The JuD chief and founder of the banned terror group Lashkar-e-Taiba (LeT) is now back to roaming free all over Pakistan, spreading hate and fomenting terror like he’s done before. Saeed addressing huge rallies with supporters screaming every time he exhorts murder and terror will again become a common occurrence in Pakistan.
All this is done by Saeed and his supporters openly. Not just that, they also tom-tom every such rally on social and other media because they want the world to notice. And the US and the world do. Notice, that is. But no one does anything about it.
GROWING CHORUS
Still, the Council on Foreign Relations president joins what’s becoming a chorus of influential American voices asking that Pakistan’s status as a ‘major non-Nato ally’ be taken away.
A day ago, a top American counter-terrorism expert told PTI news agency that Saeed still eludes justice nine years after the 26/11 Mumbai terror attack.

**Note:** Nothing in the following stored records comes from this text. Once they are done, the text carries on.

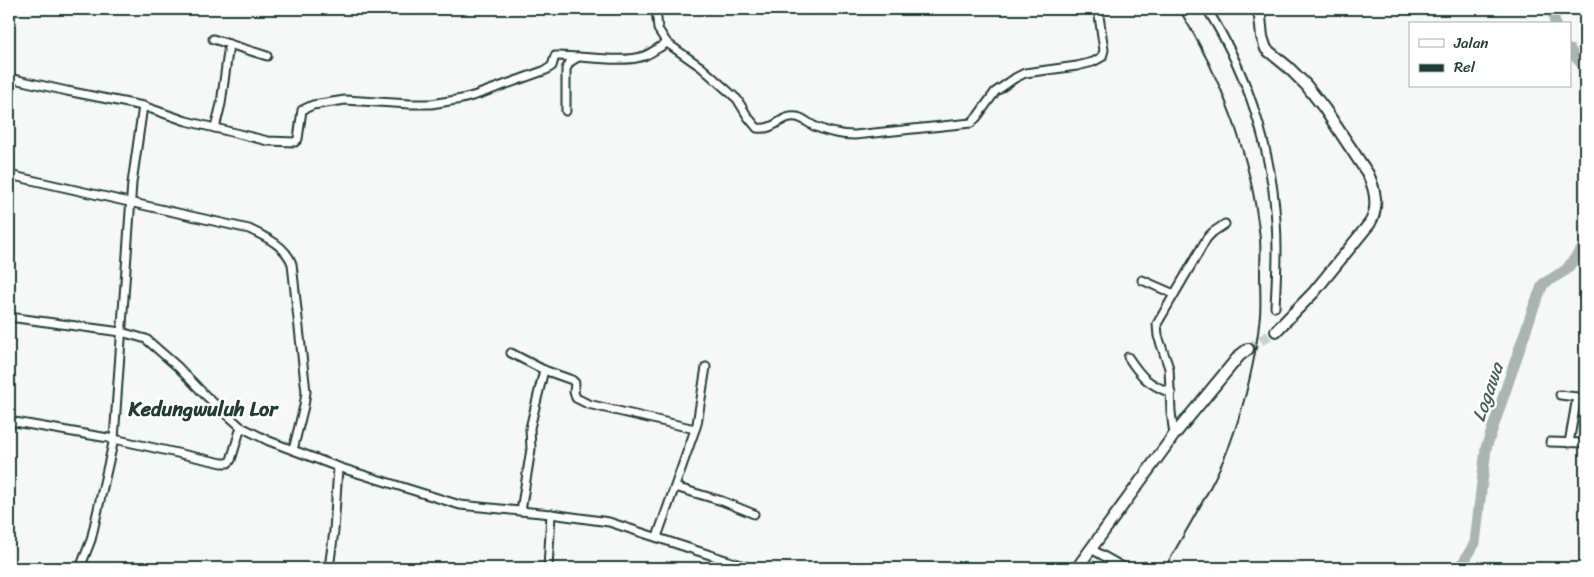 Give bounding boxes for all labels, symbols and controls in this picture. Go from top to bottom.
legend [1409,22,1572,88]
text: Jalan [1453,30,1488,56]
text: Rel [1454,54,1476,80]
water label: Logawa [1462,357,1513,426]
district label: Kedungwuluh Lor [128,392,279,427] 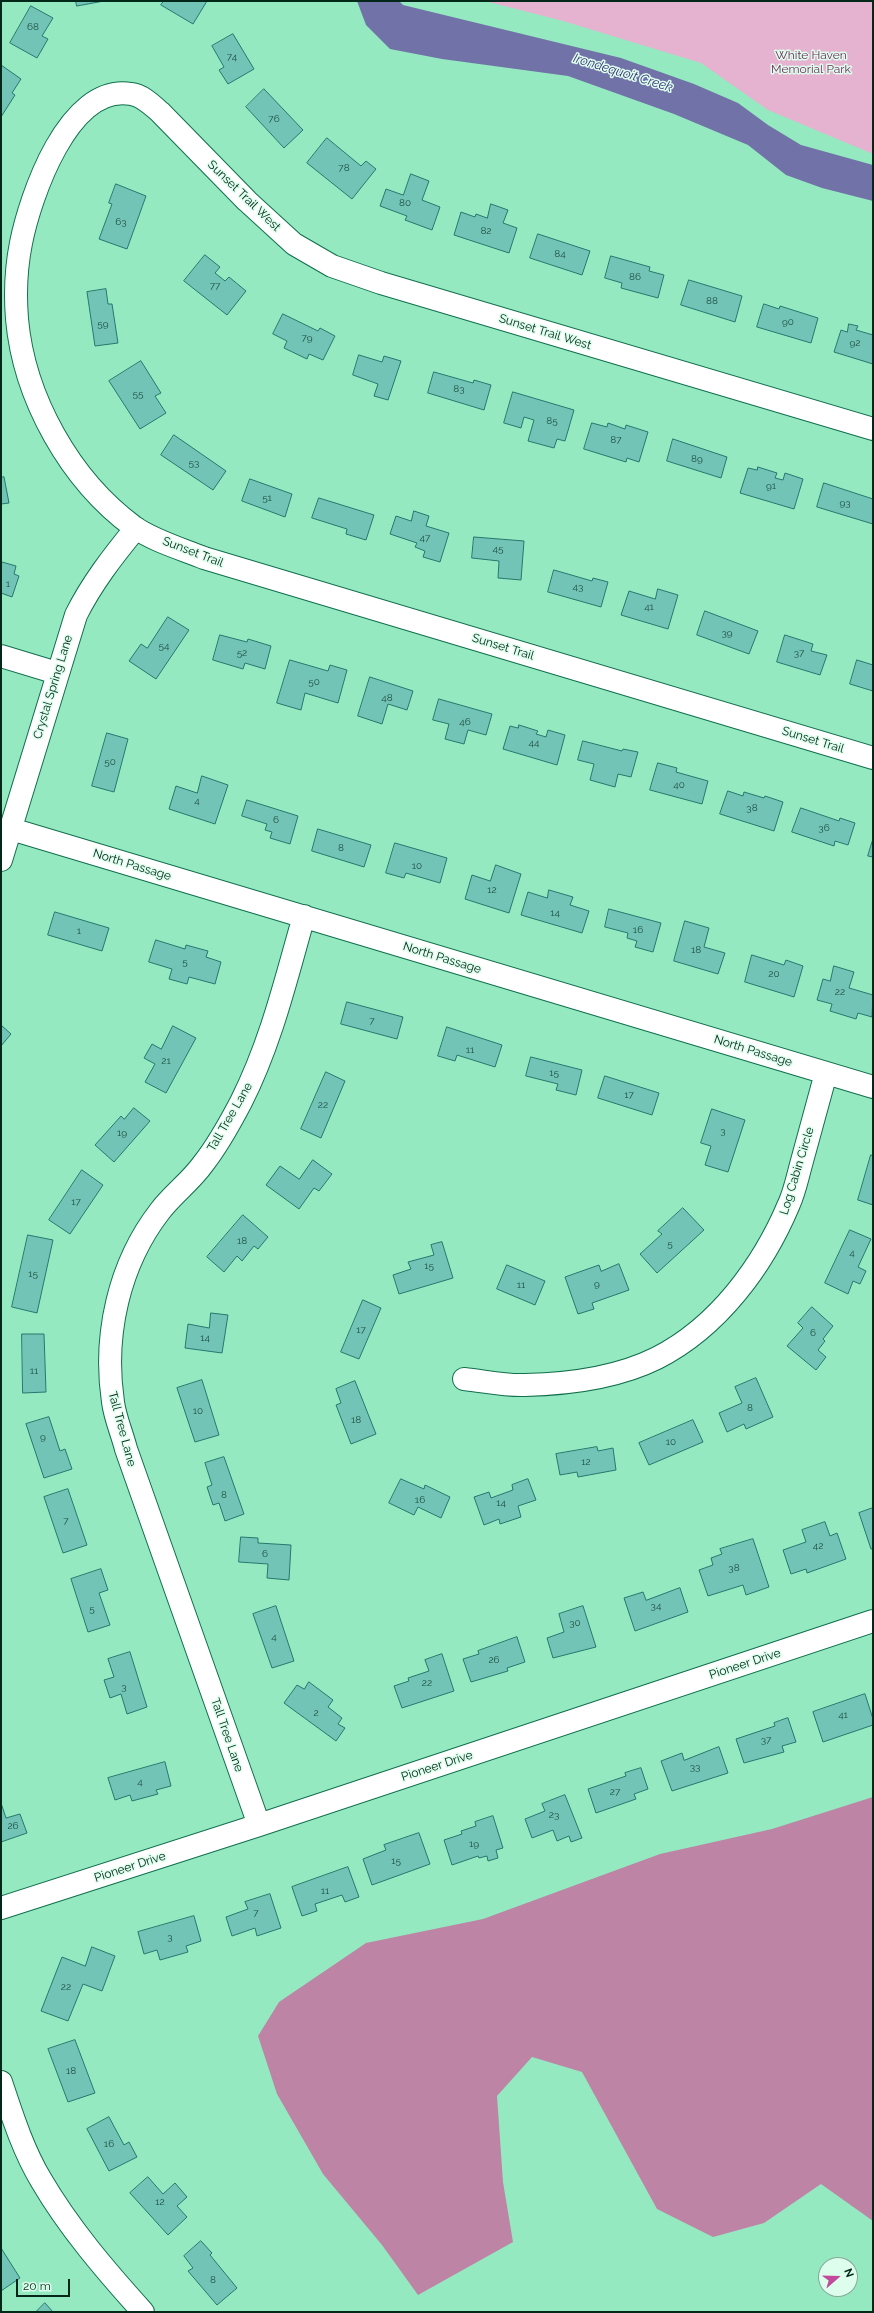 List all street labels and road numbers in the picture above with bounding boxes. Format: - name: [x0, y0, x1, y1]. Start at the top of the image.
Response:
- street label: Sunset Trail West: [205, 158, 283, 234]
- street label: Sunset Trail West: [497, 311, 593, 353]
- street label: Sunset Trail: [160, 534, 226, 570]
- street label: Sunset Trail: [470, 631, 536, 663]
- street label: Crystal Spring Lane: [30, 633, 76, 741]
- street label: Sunset Trail: [780, 724, 846, 756]
- street label: North Passage: [91, 846, 173, 884]
- street label: North Passage: [401, 939, 483, 977]
- street label: North Passage: [712, 1032, 794, 1070]
- street label: Tall Tree Lane: [204, 1080, 256, 1154]
- street label: Log Cabin Circle: [777, 1125, 817, 1217]
- street label: Tall Tree Lane: [105, 1390, 139, 1468]
- street label: Pioneer Drive: [707, 1646, 783, 1682]
- street label: Tall Tree Lane: [208, 1696, 246, 1774]
- street label: Pioneer Drive: [399, 1748, 475, 1784]
- street label: Pioneer Drive: [92, 1849, 168, 1885]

“Nine years after 26/11, its mastermind still eludes justice. It is time to rescind Pakistan’s status as a major non-NATO ally,” said Bruce Riedel, a top U.S. expert on security, South Asia and counter-terrorism.

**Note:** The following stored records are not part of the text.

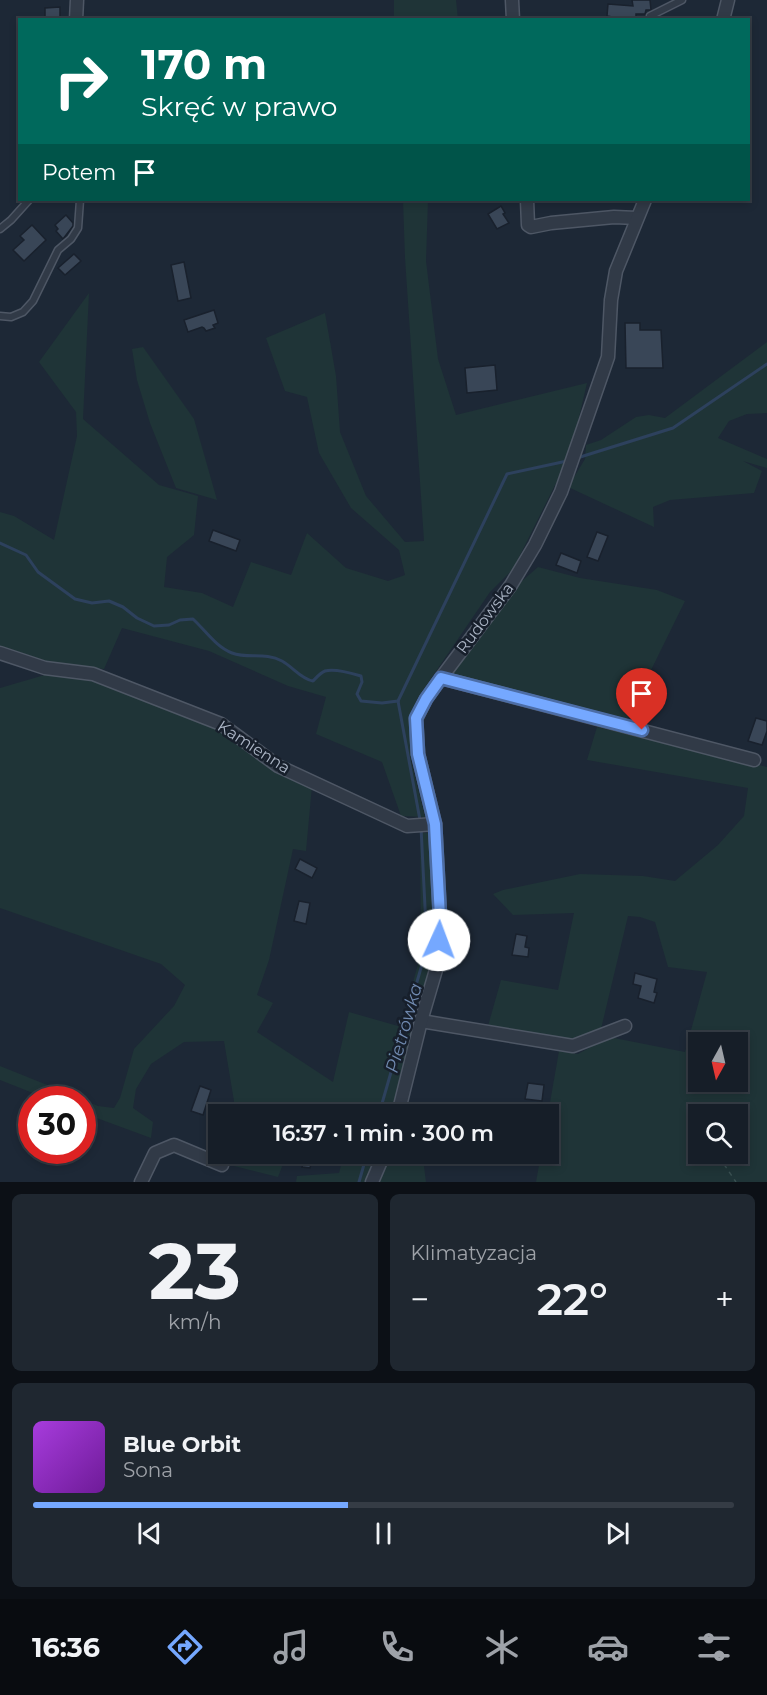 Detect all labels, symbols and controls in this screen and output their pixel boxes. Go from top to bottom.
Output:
text: 170 m [141,38,267,90]
icon: right [42,42,120,120]
text: Skręć w prawo [141,90,337,123]
icon: arrive [128,156,161,189]
text: Potem [42,159,116,186]
street label: Rudowska [452,579,518,657]
pin [616,668,667,730]
icon: arrive [625,677,658,710]
street label: Kamienna [214,717,294,777]
position arrow [407,908,471,972]
water label: Pietrówka [381,981,427,1075]
north arrow [688,1032,748,1092]
map controls [688,1032,748,1164]
speed limit sign: 30 [18,1086,96,1164]
button: search [688,1104,748,1164]
text: 16:37 · 1 min · 300 m [273,1120,494,1147]
text: 23 [149,1223,241,1319]
text: Klimatyzacja [411,1241,537,1265]
text: 22° [537,1271,608,1326]
text: − [411,1279,429,1319]
text: + [715,1279,734,1319]
text: km/h [168,1310,221,1334]
text: Blue Orbit [123,1431,241,1458]
text: Sona [123,1458,173,1482]
icon: previous [133,1517,166,1550]
icon: pause [367,1517,400,1550]
icon: next [601,1517,634,1550]
icon: directions [164,1626,206,1668]
icon: music [270,1626,312,1668]
icon: phone [376,1626,418,1668]
icon: climate [481,1626,523,1668]
icon: car [587,1626,629,1668]
icon: filters [693,1626,735,1668]
text: 16:36 [32,1631,100,1664] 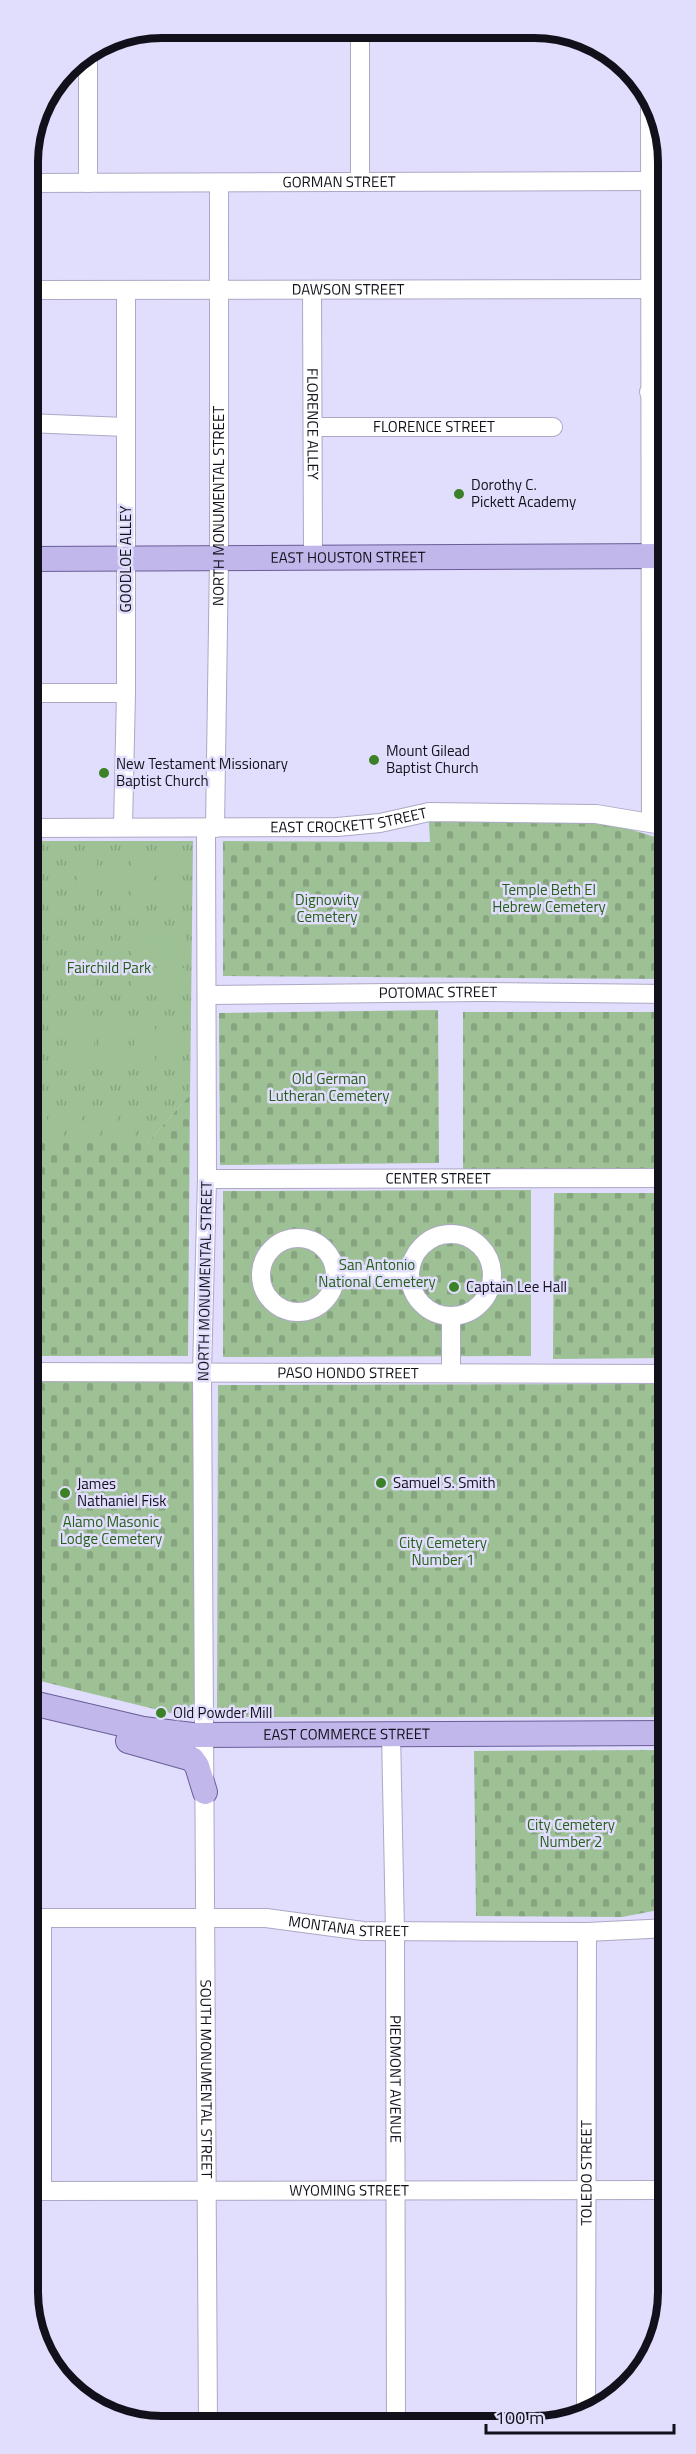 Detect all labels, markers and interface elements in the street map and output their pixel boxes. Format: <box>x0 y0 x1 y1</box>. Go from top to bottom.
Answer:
street label: GORMAN STREET <box>282 170 396 193</box>
street label: DAWSON STREET <box>292 277 404 301</box>
street label: FLORENCE ALLEY <box>301 368 325 480</box>
street label: NORTH MONUMENTAL STREET <box>206 406 230 606</box>
street label: FLORENCE STREET <box>373 415 495 438</box>
place label: Dorothy C. Pickett Academy <box>471 473 576 513</box>
marker: Dorothy C. Pickett Academy <box>452 487 466 501</box>
street label: GOODLOE ALLEY <box>114 506 137 612</box>
street label: EAST HOUSTON STREET <box>270 545 426 569</box>
place label: Mount Gilead Baptist Church <box>386 739 479 779</box>
place label: New Testament Missionary Baptist Church <box>116 752 288 792</box>
marker: Mount Gilead Baptist Church <box>367 753 381 767</box>
marker: New Testament Missionary Baptist Church <box>97 766 111 780</box>
street label: EAST CROCKETT STREET <box>270 801 429 838</box>
park label: Temple Beth El Hebrew Cemetery <box>492 878 606 918</box>
park label: Dignowity Cemetery <box>295 888 359 928</box>
park label: Fairchild Park <box>67 956 151 979</box>
street label: POTOMAC STREET <box>379 980 498 1004</box>
park label: Old German Lutheran Cemetery <box>269 1067 389 1107</box>
street label: CENTER STREET <box>385 1166 491 1190</box>
street label: NORTH MONUMENTAL STREET <box>191 1181 218 1381</box>
park label: San Antonio National Cemetery <box>318 1253 436 1293</box>
place label: Captain Lee Hall <box>466 1275 567 1298</box>
marker: Captain Lee Hall <box>447 1280 461 1294</box>
street label: PASO HONDO STREET <box>277 1361 419 1384</box>
place label: Samuel S. Smith <box>393 1471 495 1494</box>
place label: James Nathaniel Fisk <box>77 1472 167 1512</box>
marker: Samuel S. Smith <box>374 1476 388 1490</box>
marker: James Nathaniel Fisk <box>58 1486 72 1500</box>
park label: Alamo Masonic Lodge Cemetery <box>60 1510 162 1550</box>
park label: City Cemetery Number 1 <box>399 1531 487 1571</box>
place label: Old Powder Mill <box>173 1701 272 1724</box>
marker: Old Powder Mill <box>154 1706 168 1720</box>
street label: EAST COMMERCE STREET <box>263 1722 430 1746</box>
park label: City Cemetery Number 2 <box>527 1813 615 1853</box>
street label: MONTANA STREET <box>287 1909 409 1942</box>
street label: SOUTH MONUMENTAL STREET <box>194 1979 219 2179</box>
street label: PIEDMONT AVENUE <box>384 2015 407 2143</box>
street label: TOLEDO STREET <box>574 2120 598 2226</box>
street label: WYOMING STREET <box>289 2178 409 2202</box>
scale bar <box>486 2397 674 2435</box>
text: 100 m <box>495 2404 544 2431</box>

A former Pakistan ambassador to the US Hussain Haqqani retweeted what a Pakistani journalist said after Saeed’s release.
“Hafiz Saeed thanks the judges for his release from house arrest. Where else could a globally-designated terrorist openly challenge the government? #Pakistan,” the journalist tweeted.
The Pakistani journalist was likely referring to the fact that Saeed’s release by the Lahore High Court came despite entreaties by a senior Pakistan finance ministry official who said that freeing Saeed would bring diplomatic and financial problems to the country, reported Pakistan’s Dawn newspaper.
Those entreaties obviously fell on willingly deaf ears as the emboldened Lahore High Court even ignored the US administration’s August threat to cut off all aid to Pakistan if it doesn’t stop providing “safe havens to agents of chaos and terror”.
The US hasn’t really followed up with stringent punishment since those fighting words in August from US President Donald Trump.